» Exercise: Pictures are to be left out. Copy exactly, and only, the lines from the start of the entries below to the line with "ctx.lineJoin = 'round';", both included.

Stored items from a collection
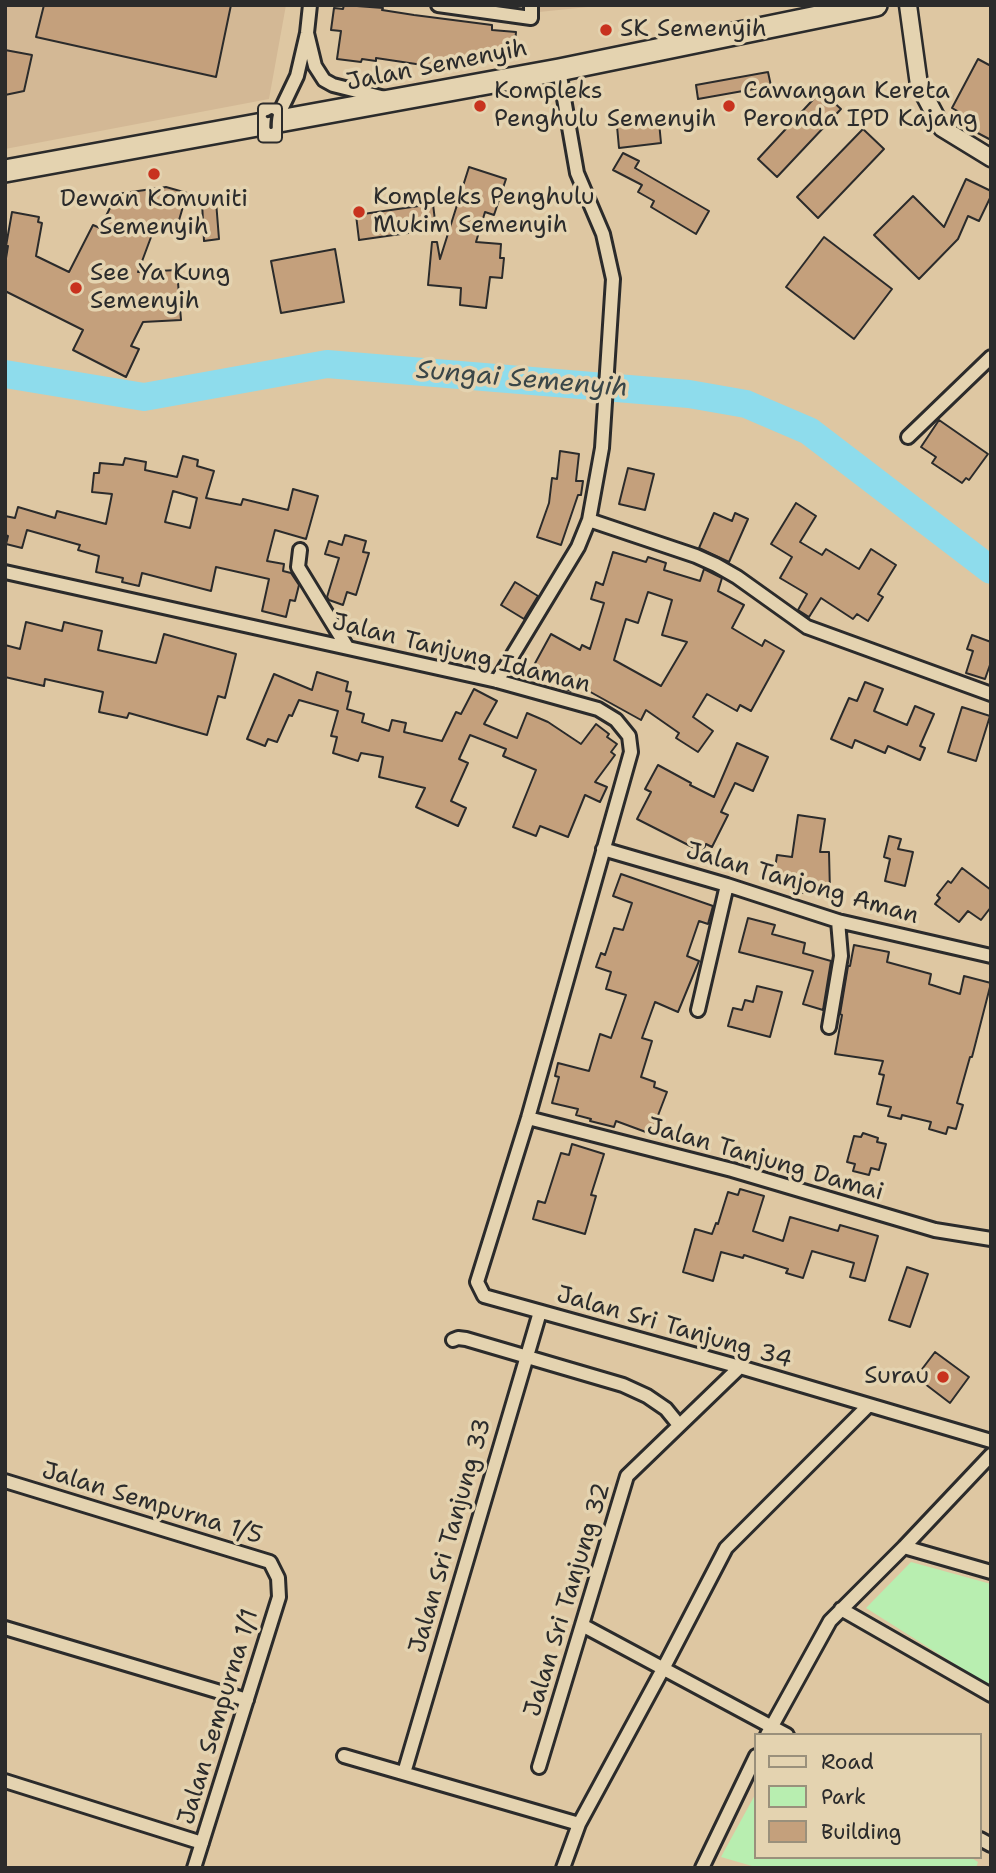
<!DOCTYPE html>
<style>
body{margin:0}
#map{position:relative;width:996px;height:1873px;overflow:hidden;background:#dec7a2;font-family:"Shantell Sans",sans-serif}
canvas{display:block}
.frame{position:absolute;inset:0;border:7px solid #2b2b2b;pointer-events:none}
.legend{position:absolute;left:754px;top:1733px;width:228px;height:126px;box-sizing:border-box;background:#e4d3b0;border:2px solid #9a907b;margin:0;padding:9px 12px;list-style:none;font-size:21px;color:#2b2b2b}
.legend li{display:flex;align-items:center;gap:14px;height:35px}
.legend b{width:35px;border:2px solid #9a907b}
</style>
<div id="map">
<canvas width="996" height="1873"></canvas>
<div class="frame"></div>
<ul class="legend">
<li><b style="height:9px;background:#e4d3b0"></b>Road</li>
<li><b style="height:19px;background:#b8eeb0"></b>Park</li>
<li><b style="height:19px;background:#c4a07c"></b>Building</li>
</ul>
</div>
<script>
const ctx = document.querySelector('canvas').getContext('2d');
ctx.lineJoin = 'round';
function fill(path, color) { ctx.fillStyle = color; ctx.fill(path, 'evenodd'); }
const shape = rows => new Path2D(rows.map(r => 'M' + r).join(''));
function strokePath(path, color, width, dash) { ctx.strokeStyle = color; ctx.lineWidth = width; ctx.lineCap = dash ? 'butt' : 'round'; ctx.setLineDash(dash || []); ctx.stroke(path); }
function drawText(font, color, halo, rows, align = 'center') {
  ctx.font = font + ' "Shantell Sans",sans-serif'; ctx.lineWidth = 7; ctx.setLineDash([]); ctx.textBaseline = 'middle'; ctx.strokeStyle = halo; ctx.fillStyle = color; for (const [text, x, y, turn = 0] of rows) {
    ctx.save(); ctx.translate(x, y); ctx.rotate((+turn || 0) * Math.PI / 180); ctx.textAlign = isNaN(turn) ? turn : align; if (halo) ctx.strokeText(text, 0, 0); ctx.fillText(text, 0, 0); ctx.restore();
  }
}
fill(shape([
 [5,5,286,5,269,99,5,149],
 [539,5,607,5,539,12]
]), '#d3b895');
fill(shape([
 [911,1562,991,1584,991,1687,866,1608],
 [756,1793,756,1857,970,1857,978,1862,976,1868,759,1868,721,1857]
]), '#b8eeb0');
strokePath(shape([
 [5,374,144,397,327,364,689,394,746,404,809,431,991,570]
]), '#8edcec', 28);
const building = shape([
 [44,5,231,5,216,77,36,37,44,5],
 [344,5,383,8,382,10,414,15,492,25,492,30,516,32,514,54,478,52,476,64,438,59,436,67,376,58,376,61,362,59,361,62,337,59,341,31,331,30,334,8,343,9,344,5],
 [5,50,32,55,24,91,5,95,5,50],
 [978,59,991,66,991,140,972,130,977,122,952,108,978,59],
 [768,72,771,86,698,99,696,85,768,72],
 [821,91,841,109,777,177,758,159,821,91],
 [646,117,647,123,659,122,661,143,619,148,617,126,632,124,631,119,646,117],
 [863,129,884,149,818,218,797,197,863,129],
 [623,153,639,161,635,168,709,211,696,234,651,207,654,201,638,192,642,185,613,170,623,153],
 [469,167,506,179,494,215,485,212,476,242,501,244,500,258,504,258,502,278,490,277,486,308,460,305,461,288,428,285,432,242,437,242,440,259,469,167],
 [966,179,991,191,991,196,979,221,968,216,958,239,919,279,874,235,913,196,944,227,966,179],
 [166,187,187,193,177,227,157,221,138,272,177,270,181,320,143,322,131,346,139,349,126,377,73,350,83,330,5,291,5,264,8,246,6,246,12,212,39,217,38,222,42,223,36,256,69,272,93,225,100,228,117,194,166,187],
 [216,201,219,239,204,241,202,202,216,201],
 [433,204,436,229,359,240,356,215,433,204],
 [824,237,892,289,854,339,786,287,824,237],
 [335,249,344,302,281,313,271,261,335,249],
 [939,420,988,454,969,480,966,478,962,483,932,463,936,457,921,447,939,420],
 [560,451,579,454,576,481,583,481,581,495,578,495,561,545,537,537,549,503,552,478,557,479,560,451],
 [183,456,198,460,197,466,214,471,206,498,241,505,243,499,288,510,293,489,318,496,306,539,275,530,267,561,284,564,283,571,291,573,299,585,295,601,290,600,286,617,262,611,269,579,216,567,211,591,142,573,139,586,122,582,123,578,96,572,99,556,78,550,80,545,27,530,22,548,6,544,8,536,5,535,5,516,15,518,18,507,55,518,57,511,106,524,112,494,92,492,94,473,99,473,100,463,123,465,125,458,146,462,145,470,177,477,183,456],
 [173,491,197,498,190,528,165,522,173,491],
 [628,468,654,474,645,510,619,504,628,468],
 [796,503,816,516,800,542,822,555,826,549,859,569,871,549,896,565,878,594,883,597,868,621,857,614,853,619,821,598,809,617,798,610,807,594,780,578,792,557,771,544,796,503],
 [714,513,732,521,735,513,748,519,729,562,699,548,714,513],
 [345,535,366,541,363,552,369,553,356,595,347,592,343,605,329,600,327,597,339,558,325,554,329,541,342,545,345,535],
 [613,552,646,562,648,557,666,563,664,570,700,581,704,569,722,578,718,591,744,605,732,628,762,646,765,640,784,651,751,711,740,705,737,711,707,694,693,717,713,731,698,752,676,738,679,733,646,710,641,720,585,689,585,691,573,686,571,691,557,685,558,681,533,667,551,634,580,650,582,645,590,649,604,603,591,599,596,582,603,585,613,552],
 [648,592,672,600,662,635,687,642,661,686,614,660,626,619,638,623,648,592],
 [515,582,538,596,524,619,501,605,515,582],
 [26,622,62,631,64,622,102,631,98,650,156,663,164,634,236,654,225,698,218,696,207,735,129,713,127,718,99,712,103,692,45,679,44,686,5,677,5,645,20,649,26,622],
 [972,635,991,642,991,662,985,679,966,673,973,651,967,649,972,635],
 [317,672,348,682,346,691,351,692,347,709,364,714,362,722,389,731,392,720,406,723,404,732,442,741,456,712,461,714,474,689,497,701,484,724,517,738,527,713,548,722,581,744,596,724,609,734,607,737,617,744,611,752,615,755,595,782,607,787,600,802,585,795,568,837,540,826,536,836,513,827,536,770,503,756,506,749,470,735,459,759,468,763,451,801,466,808,458,826,416,807,425,788,379,777,383,757,361,753,358,761,333,753,337,737,331,736,338,711,299,700,292,716,289,715,277,742,268,739,265,746,247,739,274,674,312,690,317,672],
 [865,682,883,689,874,711,907,725,915,706,934,714,920,746,925,748,920,760,888,746,885,753,855,740,852,748,831,739,849,698,857,701,865,682],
 [962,707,990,716,976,761,948,752,962,707],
 [737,743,768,757,753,791,735,783,721,812,728,815,712,847,706,844,702,852,637,819,651,792,645,789,658,765,691,783,690,785,714,797,737,743],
 [798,815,825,819,820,852,829,852,830,892,800,893,800,886,773,882,777,855,792,857,798,815],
 [889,836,901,839,898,849,913,852,905,886,885,881,890,859,884,857,889,836],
 [962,868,991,890,991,907,981,920,968,911,959,922,935,904,940,898,937,895,948,881,951,883,962,868],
 [621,874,713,906,708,924,699,921,687,956,699,961,678,1012,655,1002,642,1038,652,1041,641,1077,655,1082,654,1087,667,1092,657,1118,660,1119,654,1135,616,1121,614,1127,590,1121,591,1119,576,1115,578,1109,552,1103,559,1077,555,1076,558,1063,589,1071,600,1034,611,1038,626,995,606,989,611,972,596,967,601,953,605,955,614,928,623,930,632,903,613,896,621,874],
 [748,918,775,925,772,934,805,943,803,953,831,961,823,1010,803,1004,813,971,739,952,748,918],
 [854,945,889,952,887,962,931,974,929,984,960,994,964,976,991,983,972,1057,970,1057,957,1103,963,1105,956,1129,948,1127,946,1134,929,1129,931,1122,902,1115,901,1119,888,1116,891,1107,877,1104,884,1075,879,1074,883,1061,835,1054,842,1015,840,1014,848,966,850,966,854,945],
 [757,986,782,992,770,1037,728,1026,733,1008,742,1010,745,1000,753,1002,757,986],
 [863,1133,878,1138,877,1142,886,1144,879,1170,871,1168,869,1175,853,1171,855,1164,847,1162,854,1136,861,1137,863,1133],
 [572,1144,604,1154,591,1195,596,1196,585,1234,533,1219,538,1201,545,1203,561,1153,569,1155,572,1144],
 [740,1189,764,1196,753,1231,783,1241,790,1217,838,1231,840,1225,878,1236,865,1281,850,1277,854,1263,812,1251,803,1278,786,1273,788,1269,744,1255,743,1258,721,1252,713,1281,683,1272,695,1229,712,1234,716,1223,718,1224,728,1192,738,1195,740,1189],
 [907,1267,928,1274,910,1327,889,1320,907,1267],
 [935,1352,969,1377,950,1403,916,1377,935,1352]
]);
fill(building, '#c4a07c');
strokePath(building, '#2b2b2b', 2);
const minor = shape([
 [438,5,531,18,531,5],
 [307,33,315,66,324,80,333,85,385,98],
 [275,122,297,76,307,33,310,5],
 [908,437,991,357],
 [589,520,696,556,716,565,737,577,807,627,991,694],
 [300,550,298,567,347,647],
 [5,572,497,681,598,709,616,720,629,736,631,752,528,1118,477,1282,484,1296,740,1367,991,1441],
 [497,681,578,547,589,520,602,448,613,279,603,234,577,173,559,70],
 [603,849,727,885,838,921,991,956],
 [698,1010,727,885],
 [829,1027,841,956,838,921],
 [528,1118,732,1170,935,1230,991,1239],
 [453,1340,458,1338,466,1339,623,1385,647,1396,666,1409,679,1425],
 [5,1481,270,1562,278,1578,279,1597,194,1868],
 [904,1547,991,1572],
 [841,1609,991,1695],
 [582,1625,787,1735],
 [5,1628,247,1700],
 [767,1735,830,1621,904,1547,991,1455],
 [344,1756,579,1824],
 [539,1767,627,1476,740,1367],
 [404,1773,540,1312],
 [5,1781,202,1843],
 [980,1839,991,1845],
 [563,1868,579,1824,663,1669,726,1548,868,1406],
 [702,1868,756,1756]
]);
const tertiary = shape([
 [908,5,919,85,942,128,991,158]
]);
const primary = shape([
 [5,171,559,70,876,5]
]);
strokePath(minor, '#2b2b2b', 18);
strokePath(tertiary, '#2b2b2b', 21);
strokePath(primary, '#2b2b2b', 26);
strokePath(minor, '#e4d3b0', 12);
strokePath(tertiary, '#e4d3b0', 16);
strokePath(primary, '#e4d3b0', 21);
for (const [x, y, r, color] of [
 [606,30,7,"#c8321e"],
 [480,106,7,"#c8321e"],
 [729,106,7,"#c8321e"],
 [154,174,7,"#c8321e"],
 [359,212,7,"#c8321e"],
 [76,288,7,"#c8321e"],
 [943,1377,7,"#c8321e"]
]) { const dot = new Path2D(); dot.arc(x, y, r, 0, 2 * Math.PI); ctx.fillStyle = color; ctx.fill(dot); strokePath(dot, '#e4d3b0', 2.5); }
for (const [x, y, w] of [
 [270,123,24]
]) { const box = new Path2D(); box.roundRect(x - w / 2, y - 19.5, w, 39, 5); ctx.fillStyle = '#e4d3b0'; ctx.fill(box); strokePath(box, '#2b2b2b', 2); }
drawText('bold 23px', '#2b2b2b', null, [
 ["1",270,123]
]);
drawText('24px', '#2b2b2b', '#e4d3b0', [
 ["SK Semenyih",620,30],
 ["Kompleks",494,92],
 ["Penghulu Semenyih",494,120],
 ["Cawangan Kereta",743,92],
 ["Peronda IPD Kajang",743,120],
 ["Kompleks Penghulu",373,198],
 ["Mukim Semenyih",373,226],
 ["Dewan Komuniti",154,200,"center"],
 ["Semenyih",154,228,"center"],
 ["See Ya Kung",90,274],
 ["Semenyih",90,302],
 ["Surau",929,1377,"right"]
], 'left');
drawText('24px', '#2b2b2b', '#e4d3b0', [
 ["Jalan Semenyih",437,66,-11],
 ["Jalan Tanjung Idaman",461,654,14],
 ["Jalan Tanjong Aman",802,884,16],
 ["Jalan Tanjung Damai",765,1160,16],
 ["Jalan Sri Tanjung 34",674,1328,16],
 ["Jalan Sempurna 1/5",152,1504,17],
 ["Jalan Sri Tanjung 33",451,1536,-74],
 ["Jalan Sri Tanjung 32",568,1600,-73],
 ["Jalan Sempurna 1/1",219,1717,-73]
]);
drawText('italic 26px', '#3a4648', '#e4d3b0', [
 ["Sungai Semenyih",522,380,5]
]);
</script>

» Answer section:
<!DOCTYPE html>
<style>
body{margin:0}
#map{position:relative;width:996px;height:1873px;overflow:hidden;background:#dec7a2;font-family:"Shantell Sans",sans-serif}
canvas{display:block}
.frame{position:absolute;inset:0;border:7px solid #2b2b2b;pointer-events:none}
.legend{position:absolute;left:754px;top:1733px;width:228px;height:126px;box-sizing:border-box;background:#e4d3b0;border:2px solid #9a907b;margin:0;padding:9px 12px;list-style:none;font-size:21px;color:#2b2b2b}
.legend li{display:flex;align-items:center;gap:14px;height:35px}
.legend b{width:35px;border:2px solid #9a907b}
</style>
<div id="map">
<canvas width="996" height="1873"></canvas>
<div class="frame"></div>
<ul class="legend">
<li><b style="height:9px;background:#e4d3b0"></b>Road</li>
<li><b style="height:19px;background:#b8eeb0"></b>Park</li>
<li><b style="height:19px;background:#c4a07c"></b>Building</li>
</ul>
</div>
<script>
const ctx = document.querySelector('canvas').getContext('2d');
ctx.lineJoin = 'round';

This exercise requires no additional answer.